En cuanto ella dobló la esquina, Damon se asomó por debajo del brazo. Sacó el móvil del bolsillo. Tenía que controlar los daños.
Marcó el número de Carter.
—Carter —dijo Damon, recuperando parte de su autoridad ahora que Vesper no lo miraba—. La reunión de mañana por la mañana. Cancélala. Diles que tengo… una emergencia personal.
—¿Va todo bien, señor? —preguntó Carter.
—Está obsesionada —dijo Damon, alzando ligeramente la voz para que se oyera en la cocina, con la esperanza de salvar alguna pizca de su dignidad—. Prácticamente me ha secuestrado. Me ha sacado a rastras de una reunión. Las mujeres, Carter. No soportan estar lejos de mí».
Oyó pasos detrás del sofá.
No colgó. Quería que ella oyera aquello. Quería restablecer la jerarquía.
«Solo estoy intentando gestionar sus expectativas», continuó Damon, mintiendo descaradamente. «Es muy pegajosa».
Una sombra se cernió sobre él.
Damon levantó la vista.
Vesper estaba allí de pie. Sostenía un vaso alto de agua con hielo. No sonreía.
«¿Pegajosa?», repitió ella.
Antes de que Damon pudiera moverse, ella inclinó el vaso.
El agua helada le salpicó de lleno en el pecho, empapándole la camisa, la corbata y el costoso chaleco de seda que llevaba debajo.
Damon dio un grito y se levantó de un salto del sofá. «¡¿Qué demonios?!»

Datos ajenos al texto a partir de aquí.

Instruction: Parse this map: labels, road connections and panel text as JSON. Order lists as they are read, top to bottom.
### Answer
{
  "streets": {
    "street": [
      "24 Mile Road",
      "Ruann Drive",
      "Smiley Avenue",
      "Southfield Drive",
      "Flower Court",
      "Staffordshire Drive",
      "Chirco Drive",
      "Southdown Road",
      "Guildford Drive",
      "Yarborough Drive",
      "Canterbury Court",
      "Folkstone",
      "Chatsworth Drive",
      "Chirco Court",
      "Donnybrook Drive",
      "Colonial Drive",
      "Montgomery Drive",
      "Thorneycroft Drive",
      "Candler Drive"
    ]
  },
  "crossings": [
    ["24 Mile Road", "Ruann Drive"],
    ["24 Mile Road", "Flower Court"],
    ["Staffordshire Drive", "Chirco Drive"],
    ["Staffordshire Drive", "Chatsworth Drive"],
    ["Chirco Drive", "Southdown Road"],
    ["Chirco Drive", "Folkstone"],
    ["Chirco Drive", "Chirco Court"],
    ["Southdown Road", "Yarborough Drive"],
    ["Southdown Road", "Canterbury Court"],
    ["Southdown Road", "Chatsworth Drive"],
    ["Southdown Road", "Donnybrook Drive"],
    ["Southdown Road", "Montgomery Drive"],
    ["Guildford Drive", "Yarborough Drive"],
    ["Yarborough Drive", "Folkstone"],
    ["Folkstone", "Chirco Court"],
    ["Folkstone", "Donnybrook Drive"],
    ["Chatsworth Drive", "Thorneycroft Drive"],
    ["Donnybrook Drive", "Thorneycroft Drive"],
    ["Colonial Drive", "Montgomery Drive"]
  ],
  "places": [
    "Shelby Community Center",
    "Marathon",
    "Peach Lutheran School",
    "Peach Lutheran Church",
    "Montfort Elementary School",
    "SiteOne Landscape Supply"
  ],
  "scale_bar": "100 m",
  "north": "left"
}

«Ups», dijo Vesper, con expresión impasible. «Se me resbaló la mano. Debe de ser que tanta pegajosidad me está volviendo torpe».
«¿Señor? ¿Señor?», chilló la voz de Carter desde el teléfono que Damon había dejado caer sobre el cojín.
Damon cogió el teléfono y colgó. Bajó la mirada hacia su camisa empapada. Miró a Vesper.
«Eres una amenaza», balbuceó.
«Y tú eres un mentiroso», replicó Vesper. Se dirigió con paso firme hacia el dormitorio. Un momento después, regresó con un montón de seda gris en las manos.
Se lo lanzó a la cara.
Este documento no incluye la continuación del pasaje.